Kulmaganbetov M1,2,3, Pushin D1,4,5,6,7, Garrad D4,5, Kapahi C4,5, Silva A7,8, Chahal P9, Cory D10, Salehi I4,5,7, Mungalsingh M7, Singh T1,2, Thompson B1,7, Sarenac D1,6,7,9

1Centre For Eye And Vision Research, 2Entoptica Ltd, 3Kazakh Eye Research Institute, 4Department of Physics, University of Waterloo, 5Institute for Quantum Computing, University of Waterloo, 6Incoherent Vision Inc., 7School of Optometry and Vision Science, University of Waterloo, 8Department of Psychology, Idaho State University, 9Department of Physics, University at Buffalo, State University of New York, 10Department of Chemistry, University of Waterloo

Biography:

Dr. Mukhit Kulmaganbetov, MD, PhD, AFHEA, is a distinguished ophthalmologist and vision scientist. He earned his MBBS (2016), MD in Ophthalmology (2020), and PhD in Vision Sciences (2022).

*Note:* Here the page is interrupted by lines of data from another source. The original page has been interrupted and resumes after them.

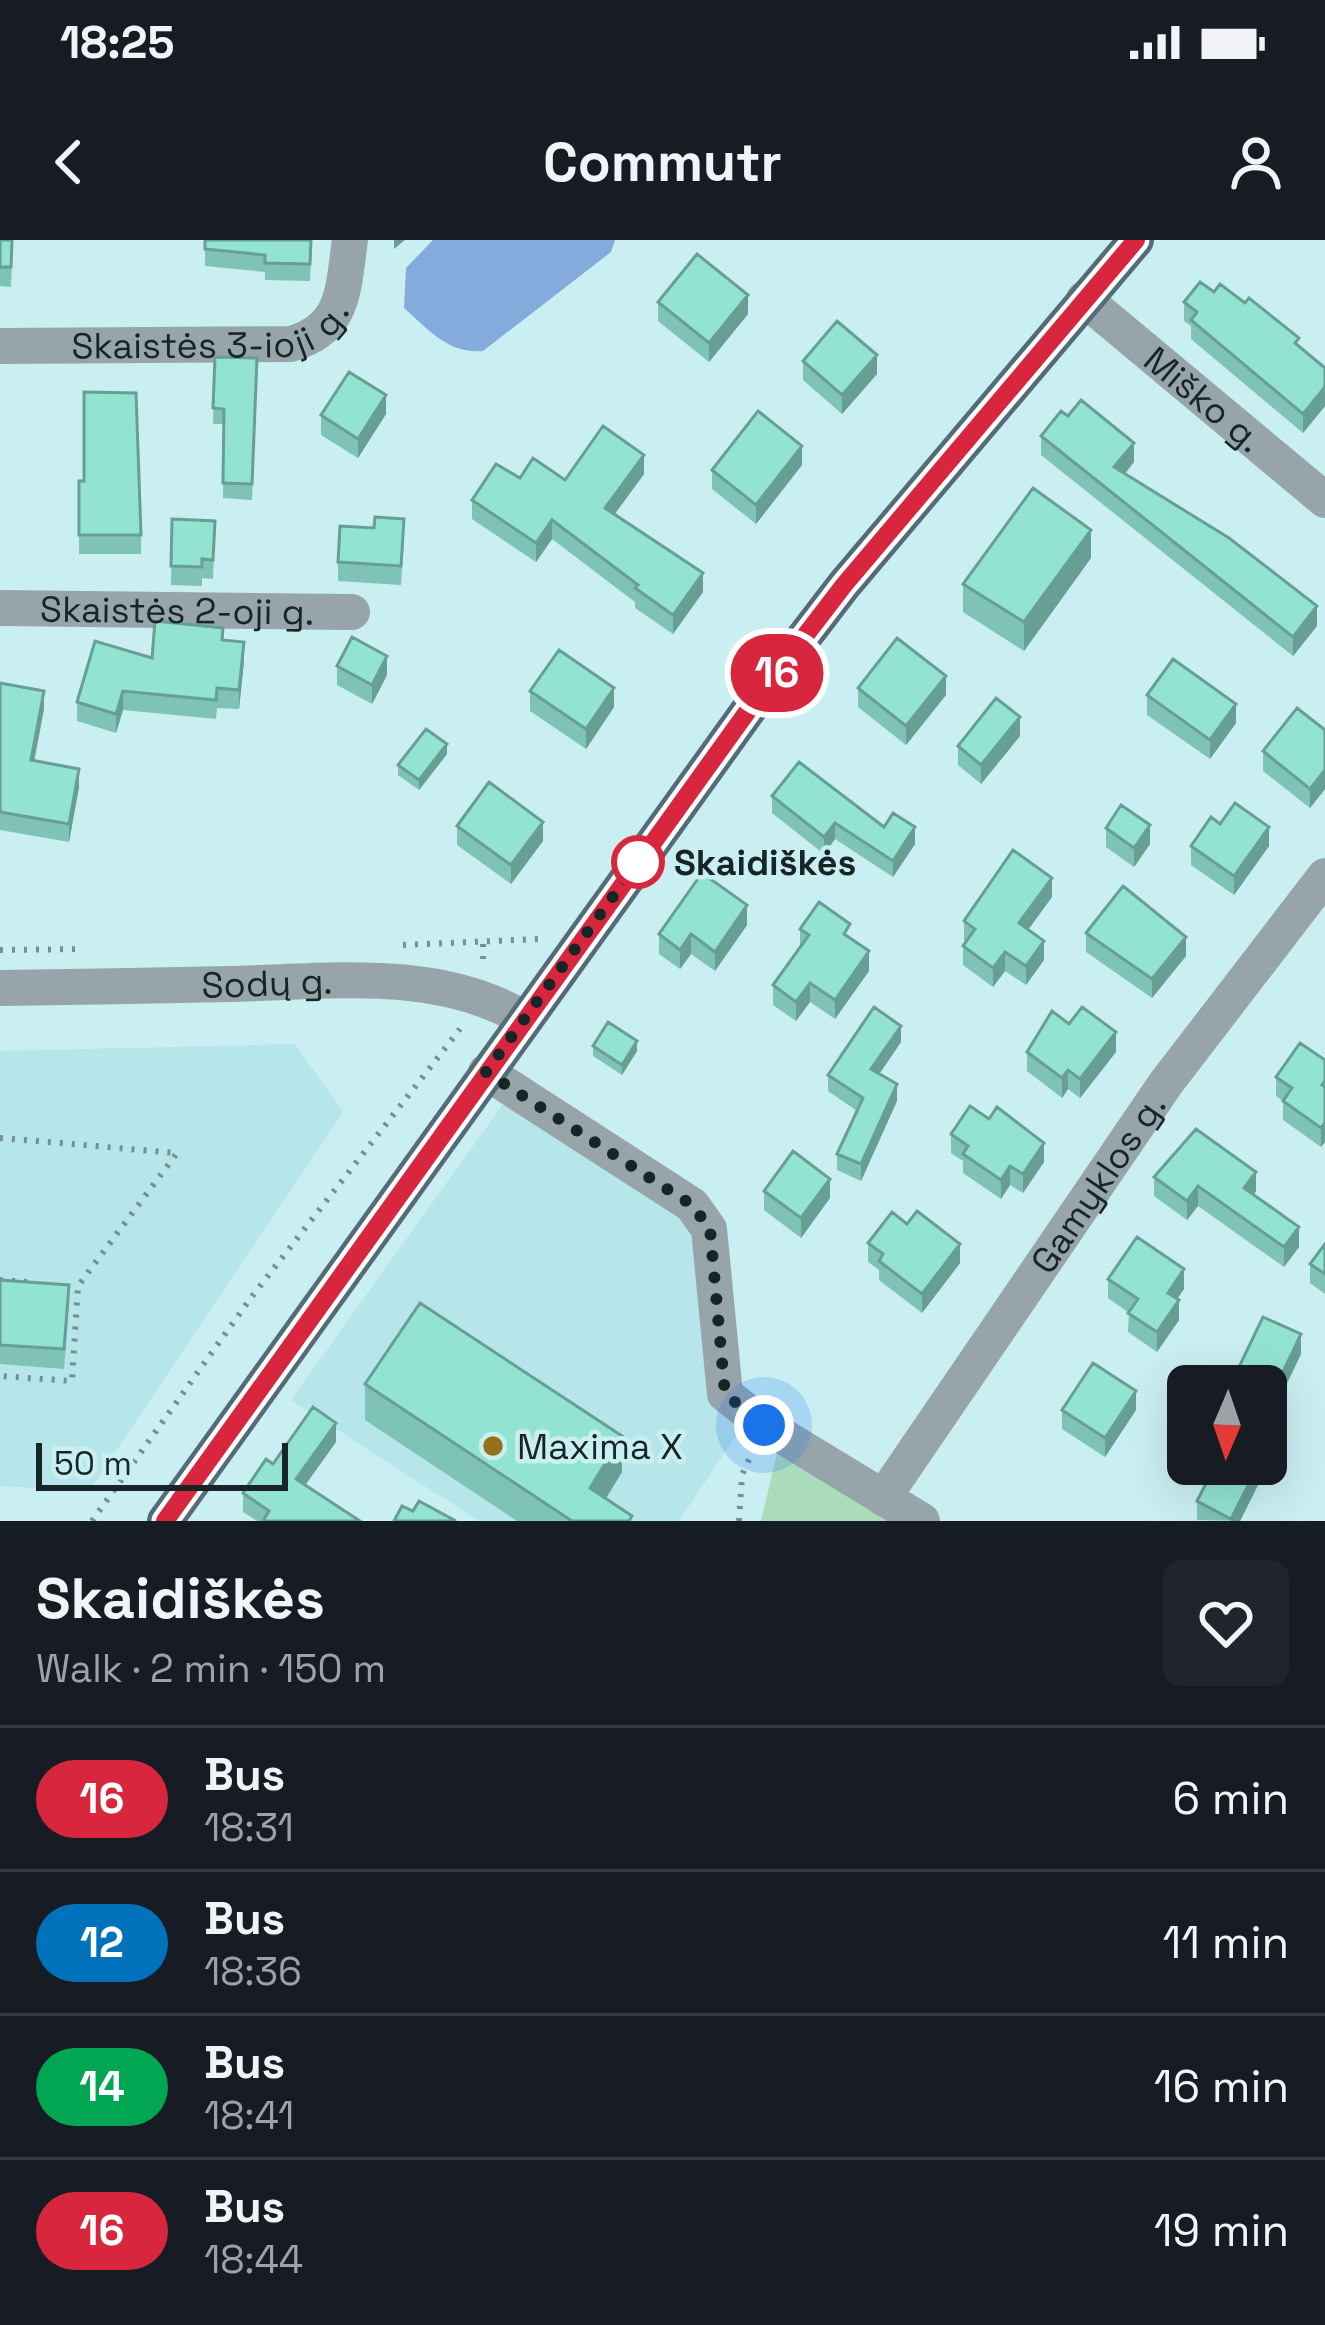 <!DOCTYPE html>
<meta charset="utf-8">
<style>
:root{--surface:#171b24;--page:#20242c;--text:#f1f3f6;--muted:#9ea1a6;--line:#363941}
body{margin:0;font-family:"Space Grotesk",sans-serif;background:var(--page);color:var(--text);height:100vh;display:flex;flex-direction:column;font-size:45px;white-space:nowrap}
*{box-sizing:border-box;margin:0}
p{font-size:39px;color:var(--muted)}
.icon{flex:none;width:66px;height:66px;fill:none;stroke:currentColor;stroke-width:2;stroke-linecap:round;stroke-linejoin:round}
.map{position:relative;height:1281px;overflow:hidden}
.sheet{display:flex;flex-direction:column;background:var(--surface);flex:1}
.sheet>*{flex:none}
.badge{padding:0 24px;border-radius:39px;font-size:42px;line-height:78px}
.needle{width:78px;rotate:182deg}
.buttons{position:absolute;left:1167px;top:1125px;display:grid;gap:24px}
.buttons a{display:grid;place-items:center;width:120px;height:120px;border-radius:18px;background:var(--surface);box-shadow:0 12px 48px #0002;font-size:60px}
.scale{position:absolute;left:36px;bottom:30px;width:252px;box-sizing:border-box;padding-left:12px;border:6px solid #172527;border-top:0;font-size:33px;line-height:42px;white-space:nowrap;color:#172527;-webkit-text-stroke:9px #caeff3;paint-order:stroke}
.you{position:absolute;width:60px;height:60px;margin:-30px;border:9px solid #fff;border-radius:50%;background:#1a73e8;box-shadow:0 0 0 18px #1a73e833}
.map>.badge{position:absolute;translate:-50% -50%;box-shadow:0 0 0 6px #fff}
.round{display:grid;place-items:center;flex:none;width:126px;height:126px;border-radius:18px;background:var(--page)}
.overview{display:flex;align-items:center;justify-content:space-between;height:204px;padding:0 36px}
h1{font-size:57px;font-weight:700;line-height:90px}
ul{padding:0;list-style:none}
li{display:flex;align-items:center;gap:36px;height:144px;padding:0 36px;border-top:3px solid var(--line)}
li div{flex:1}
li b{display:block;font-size:45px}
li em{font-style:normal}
li .badge{min-width:132px;font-weight:700;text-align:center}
.status{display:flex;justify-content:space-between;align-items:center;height:84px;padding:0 60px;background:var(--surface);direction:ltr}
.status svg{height:33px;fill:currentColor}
header{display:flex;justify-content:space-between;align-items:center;height:156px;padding:0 36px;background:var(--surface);font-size:54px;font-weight:700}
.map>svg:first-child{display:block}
.built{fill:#b6e5ea}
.green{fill:#aadcbb}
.water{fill:#84abdb}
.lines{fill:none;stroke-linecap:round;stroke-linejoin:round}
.path{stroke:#758f92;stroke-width:6;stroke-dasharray:3 9;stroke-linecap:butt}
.minor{stroke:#97a4aa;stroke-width:36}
.major{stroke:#556c78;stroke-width:36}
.wall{fill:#7ec3b5}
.shaded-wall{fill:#679f94}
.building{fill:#93e3d3;stroke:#679f94;stroke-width:3}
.line-casing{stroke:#fff;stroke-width:27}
.line{stroke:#d7263d;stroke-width:18}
.walk{stroke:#172527;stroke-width:12;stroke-dasharray:0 21.6}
.stop-dot{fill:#fff;stroke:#d7263d;stroke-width:6}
.poi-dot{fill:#96711b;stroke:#caeff3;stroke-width:4.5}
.labels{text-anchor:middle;stroke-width:9;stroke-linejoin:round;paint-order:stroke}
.street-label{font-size:36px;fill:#172527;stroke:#caeff3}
.stop-label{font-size:36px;font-weight:bold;fill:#172527;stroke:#caeff3;text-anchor:start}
.poi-label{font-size:36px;fill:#172527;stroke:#caeff3;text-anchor:start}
</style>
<div class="status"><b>18:25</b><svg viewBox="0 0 49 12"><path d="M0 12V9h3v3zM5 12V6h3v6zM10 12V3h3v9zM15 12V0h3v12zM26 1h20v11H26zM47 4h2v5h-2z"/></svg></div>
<header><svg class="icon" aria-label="back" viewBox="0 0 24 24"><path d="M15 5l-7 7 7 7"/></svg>Commutr<svg class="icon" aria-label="person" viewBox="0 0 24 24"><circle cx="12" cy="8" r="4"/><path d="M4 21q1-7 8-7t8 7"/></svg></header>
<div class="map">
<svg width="1325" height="1281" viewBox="0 0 1325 1281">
<rect width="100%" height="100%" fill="#caeff3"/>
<!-- built -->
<path class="built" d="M295,804L343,872L89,1251L0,1246V811Z
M503,864L690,977L742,1187L679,1281H479L291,1160Z"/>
<!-- green -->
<path class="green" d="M777,1214L891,1281H761Z"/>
<!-- water -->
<path class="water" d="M433,0H615L611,12L483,111C448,114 429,90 404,68L406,28Z"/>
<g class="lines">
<!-- path -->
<path class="path" d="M483,704V723
M403,705L539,699
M0,710L84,709
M0,898L177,913L78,1046L72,1141L0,1136
M0,1040L27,1042
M92,1281L250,1059L460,789
M739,1281L742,1235L751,1215"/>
<!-- minor -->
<g class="minor">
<path id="s1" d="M1084,59L1325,260"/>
<path id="s2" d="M0,106L291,104C345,89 343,49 350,0"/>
<path id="s3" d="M0,368L352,372"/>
<path id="s4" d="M0,748C76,747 153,746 229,744C327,742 437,726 525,779"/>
<path d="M486,832L692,965L709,989L725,1154L764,1185L922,1281"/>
<path id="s5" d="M883,1258L1166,843L1325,636"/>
</g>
<!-- major -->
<path class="major" d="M165,1281L755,461L844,345L1136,0"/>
</g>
<!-- wall -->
<path class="wall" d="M0,0H13L11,47L0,46Z
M312,0L310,41L265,40V32L205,26V9Z
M1214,52L1245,63L1325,128V166L1303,193L1191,99V86L1184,81V62Z
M658,62L748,74L709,122L658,81Z
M215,117L257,118L252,260L223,258L224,184H213Z
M803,121L877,134L842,174L803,140Z
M386,174L358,218L321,195V175Z
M1041,196L1134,222L1125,234L1317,386L1293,416L1041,215Z
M802,225L756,284L712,249V230Z
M644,234L615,274L703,352L673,394L635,368V362L552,299L536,322L472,279V260L565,240Z
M79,241L141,295V314H79Z
M172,279L215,281L213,339L202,338V346L171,345Z
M404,298L401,345L338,341V322Z
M1091,318L1024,411L963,372V344Z
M223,400L244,421L239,469L217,468L216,479L123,470L116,493L77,481V462L152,418Z
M337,426L387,435L372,464L337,445Z
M0,443L44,469L34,520L79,547L69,602L0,590Z
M858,448L946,455L906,505L858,467Z
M530,451L614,467L586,509L530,471Z
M1147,455L1236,483L1210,519L1147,475Z
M1325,490V549L1310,568L1263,531V511Z
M1020,496L981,544L958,525V506Z
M447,514L419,550L398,535V525Z
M772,556L884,587L915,604L893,637L835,599L824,614L772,573Z
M1220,584L1269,606L1234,655L1191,625V606Z
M457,586L543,601L511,644L457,605Z
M1106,588L1150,604L1134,627L1106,607Z
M1052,657L1028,690L1044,720L1026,745L1005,731L993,747L963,725V706L966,702L964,700V681Z
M747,685L715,731L691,714L680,729L659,714V694Z
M800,689L850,698L869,731L835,779L810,762L796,781L773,765V745L800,707Z
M1086,693L1186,716L1152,758L1086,712Z
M1069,784L1116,812L1080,858L1068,849L1062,858L1027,831V812Z
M901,802L879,834L897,861L861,941L837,930V914L857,871L828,851V835Z
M593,806L637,811L622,835L593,816Z
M1325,820V902L1321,907L1283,880V861L1276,856V837Z
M951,894L1044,922L1023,953L1010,945L1001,959L963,933V921L951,913Z
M1154,937L1256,951L1254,955L1299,1007L1284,1027L1198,966L1187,980L1154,956Z
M764,951L830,958L801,998L764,970Z
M868,1003L960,1023L922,1073L879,1040V1030L868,1022Z
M1325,1004V1054L1310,1043V1024Z
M1108,1039L1184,1049L1177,1059L1179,1080L1157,1112L1128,1092L1129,1073L1108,1058Z
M0,1040L69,1064L64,1129L0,1124Z
M1301,1114L1276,1166L1266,1161V1146H1238V1129Z
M365,1144L622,1232L605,1259L632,1281H517L365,1180Z
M1062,1170H1136L1105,1217L1062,1189Z
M336,1202L305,1245L360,1281H257L243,1272V1253L273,1224Z
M1259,1243L1240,1281L1197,1280V1261Z"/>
<!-- shaded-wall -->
<path class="shaded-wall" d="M394,0H405L394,9Z
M748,55V74L709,122V103Z
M877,115V134L842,174V155Z
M1325,147V166L1303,193V174Z
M386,155V174L358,218V199Z
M1134,203V222L1114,246V227Z
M802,206V225L756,284V265Z
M644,215V234L605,287V268Z
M552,280V299L536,322V303Z
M1091,290V318L1024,411V382Z
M703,333V352L673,394V375Z
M1317,366V386L1293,416V397Z
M244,402V421L239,469V450Z
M387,416V435L372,464V445Z
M946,436V455L906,505V486Z
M614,448V467L586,509V489Z
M44,451V469L31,538V520Z
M123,451V470L116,493V474Z
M1236,464V483L1210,519V500Z
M1020,477V496L981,544V525Z
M447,504V514L419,550V540Z
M79,529V547L69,602V584Z
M1325,530V549L1310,568V549Z
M543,582V601L511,644V625Z
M835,583V599L824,614V597Z
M1150,585V604L1134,627V608Z
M915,587V604L893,637V621Z
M1269,587V606L1234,655V636Z
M1052,638V657L1019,702V683Z
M747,665V685L715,731V712Z
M691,694V714L680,729V710Z
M1186,697V716L1152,758V739Z
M1044,701V720L1026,745V726Z
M869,711V731L835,779V760Z
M1005,712V731L993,747V728Z
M810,743V762L796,781V762Z
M901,786V802L871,846V829Z
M1116,792V812L1080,858V839Z
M637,801V811L622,835V825Z
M1068,830V849L1062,858V838Z
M897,844V861L861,941V924Z
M1325,883V902L1321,907V888Z
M1044,903V922L1023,953V934Z
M1010,926V945L1001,959V940Z
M1256,932V951L1244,967V948Z
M830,939V958L801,998V978Z
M1198,946V966L1187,980V961Z
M1299,987V1007L1284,1027V1007Z
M960,1004V1023L922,1073V1054Z
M1184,1029V1049L1168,1072V1053Z
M1179,1060V1080L1157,1112V1092Z
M1301,1094V1114L1276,1166V1147Z
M1136,1151V1170L1105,1217V1198Z
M336,1183V1202L296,1258V1239Z
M622,1196V1232L592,1281L590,1248Z
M1259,1224V1243L1240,1281H1231Z"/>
<!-- building -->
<path class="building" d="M0,0H12L11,27H0Z
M205,0H311L310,24L265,23V15L205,9Z
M697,14L748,55L709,103L658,62Z
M1200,42L1214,52L1220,44L1245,63L1249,58L1299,98L1295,103L1325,128V147L1303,174L1191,80L1197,72L1184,62Z
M837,81L877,115L842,155L803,121Z
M215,117L257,118L252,244L223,243L224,169L213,168Z
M349,132L386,155L358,199L321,175Z
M84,152L136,153L141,295H79V241H84Z
M1081,160L1134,203L1114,227L1229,298L1317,366L1293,397L1041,196L1061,171L1068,176Z
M758,171L802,206L756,265L712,230Z
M603,186L644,215L605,268L703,333L673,375L635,348L638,345L552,280L536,303L472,260L496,224L520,238L533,218L565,240Z
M1033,248L1091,290L1024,382L963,344Z
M375,277L404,279L401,326L338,322L340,286L374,288Z
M172,279L215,281L213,320L202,319V327L171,326Z
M155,381L223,388L222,400L244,402L239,450L217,448L216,460L123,451L116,474L77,462L95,401L152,418Z
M352,397L387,416L372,445L337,426Z
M897,398L946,436L906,486L858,448Z
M559,410L614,448L586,489L530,451Z
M1173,419L1236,464L1210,500L1147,455Z
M0,443L44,451L31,520L79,529L69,584L0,572Z
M996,458L1020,477L981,525L958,506Z
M1297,468L1325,490V530L1310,549L1263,511Z
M426,489L447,504L419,540L398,525Z
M799,522L884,587L893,573L915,587L893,621L835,583L824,597L772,556Z
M489,542L543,582L511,625L457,586Z
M1235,563L1269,587L1234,636L1191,606L1211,577L1220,584Z
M1121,565L1150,585L1134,608L1106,588Z
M1013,610L1052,638L1019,683L1044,701L1026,726L1005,712L993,728L963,706L975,689L964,681Z
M702,633L747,665L715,712L691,694L680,710L659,694Z
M1123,646L1186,697L1152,739L1086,693Z
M819,662L850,684L844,694L869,711L835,760L810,743L796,762L773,745L809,695L800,689Z
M874,767L901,786L871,829L897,844L861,924L837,914L863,858L828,835Z
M1082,767L1116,792L1080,839L1068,830L1062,838L1027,812L1052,771L1069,784Z
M608,782L637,801L622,825L593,806Z
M1300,803L1325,820V841L1322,845L1325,847V883L1321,888L1283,861L1292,848L1276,837Z
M970,866L989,879L997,867L1044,903L1023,934L1010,926L1001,940L963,914L968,906L951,894Z
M1196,889L1256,932L1244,948L1299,987L1284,1007L1198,946L1187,961L1154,937Z
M793,911L830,939L801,978L764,951Z
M917,971L960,1004L922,1054L879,1021L883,1014L868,1003L892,972L907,984Z
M1137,997L1184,1029L1168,1053L1179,1060L1157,1092L1128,1073L1138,1059L1108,1039Z
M1325,1004V1034L1310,1024Z
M0,1040L69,1045L64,1109L0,1105Z
M420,1063L622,1196L590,1248L632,1276L629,1281H572L365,1144Z
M1263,1077L1301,1094L1276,1147L1238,1129Z
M1093,1123L1136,1151L1105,1198L1062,1170Z
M313,1167L336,1183L296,1239L360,1281H263L269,1271L243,1253L266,1219L273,1224Z
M1216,1224H1259L1231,1279L1197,1261Z
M419,1261L456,1281H394L402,1266L413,1271Z"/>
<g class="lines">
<defs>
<path id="line" d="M165,1281L755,461L844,345L1136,0"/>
</defs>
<!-- line casing -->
<use href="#line" class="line-casing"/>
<!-- line -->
<use href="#line" class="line"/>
<!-- walk -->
<path class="walk" d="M638,622L486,832L692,965L710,989L725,1154L764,1185"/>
</g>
<!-- markers -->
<circle class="stop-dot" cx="638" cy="622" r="24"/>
<circle class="poi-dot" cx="493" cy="1206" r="12"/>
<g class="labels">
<!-- street labels -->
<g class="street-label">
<text dy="13" stroke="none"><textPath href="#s2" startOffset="213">Skaistės 3-ioji g.</textPath></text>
<text dy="13" stroke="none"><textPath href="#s1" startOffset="156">Miško g.</textPath></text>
<text dy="13" stroke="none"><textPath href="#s3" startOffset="177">Skaistės 2-oji g.</textPath></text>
<text dy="13" stroke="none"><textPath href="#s4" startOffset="267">Sodų g.</textPath></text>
<text dy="13" stroke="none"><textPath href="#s5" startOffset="381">Gamyklos g.</textPath></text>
</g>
<!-- stop labels -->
<g class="stop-label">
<text x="674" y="635">Skaidiškės</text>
</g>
<!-- poi labels -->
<g class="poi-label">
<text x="517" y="1219">Maxima X</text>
</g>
</g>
</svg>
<div class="buttons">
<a><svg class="needle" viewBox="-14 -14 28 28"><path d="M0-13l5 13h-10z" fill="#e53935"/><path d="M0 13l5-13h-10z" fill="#9ea1a6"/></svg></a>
</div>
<div class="scale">50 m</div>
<div class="you" style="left:764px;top:1185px"></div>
<b class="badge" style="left:777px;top:433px;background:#d7263d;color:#fff">16</b>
</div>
<section class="sheet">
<div class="overview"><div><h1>Skaidiškės</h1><p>Walk · 2 min · 150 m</p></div><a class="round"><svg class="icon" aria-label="heart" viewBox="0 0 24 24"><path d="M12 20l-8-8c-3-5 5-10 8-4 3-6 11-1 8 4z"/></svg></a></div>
<ul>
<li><span class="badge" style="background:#d7263d;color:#fff">16</span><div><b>Bus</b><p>18:31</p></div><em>6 min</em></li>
<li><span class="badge" style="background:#0072bc;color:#fff">12</span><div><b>Bus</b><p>18:36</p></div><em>11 min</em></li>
<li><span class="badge" style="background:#00a651;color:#fff">14</span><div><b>Bus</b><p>18:41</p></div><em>16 min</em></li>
<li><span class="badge" style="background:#d7263d;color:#fff">16</span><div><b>Bus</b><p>18:44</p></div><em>19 min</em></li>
</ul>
</section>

Dr. Kulmaganbetov is Senior Research Fellow at CEVR Hong Kong, Co-founder/CEO of Entoptica Limited, Visiting Researcher at University of Waterloo, Research Manager at Kazakh Eye Research Institute, Research Director at Altris AI (USA), and CMO of ZebraEye (Kazakhstan). An Associate Fellow of the Higher Education Academy, he is a leader in ophthalmic innovation and quantum technology, making significant contributions to the field.

Abstract:

Purpose: To develop and validate a novel, non-invasive method for selectively quantifying circularly-oriented macular pigment optical density (coMPOD) using structured light (SL)-induced entoptic phenomena, with applications in early detection of macular diseases.

Methods: Healthy participants underwent psychophysical testing using SL stimuli with variable spatiotemporal frequencies, designed to elicit entoptic patterns sensitive to coMPOD. Retinal eccentricity thresholds were measured for five distinct SL stimuli using a staircase protocol. A spatiotemporal sensitivity model mapped perceptual thresholds to underlying macular pigment structure.

Results: Retinal eccentricity thresholds for SL-induced entoptic patterns were inversely proportional to coMPOD in the 1.5°–5.5° range. The model fit participant data with high accuracy (Pearson χ² = 0.06). The technique selectively probed coMPOD, providing interpretable metrics of macular health beyond conventional total MPOD measures.

Conclusions: Structured light entoptic assessment offers a rapid, affordable, and scalable approach for quantifying macular pigment microstructure. This method enables early detection of macular degeneration and related diseases, supporting equitable access to advanced eye health diagnostics in diverse clinical and community settings.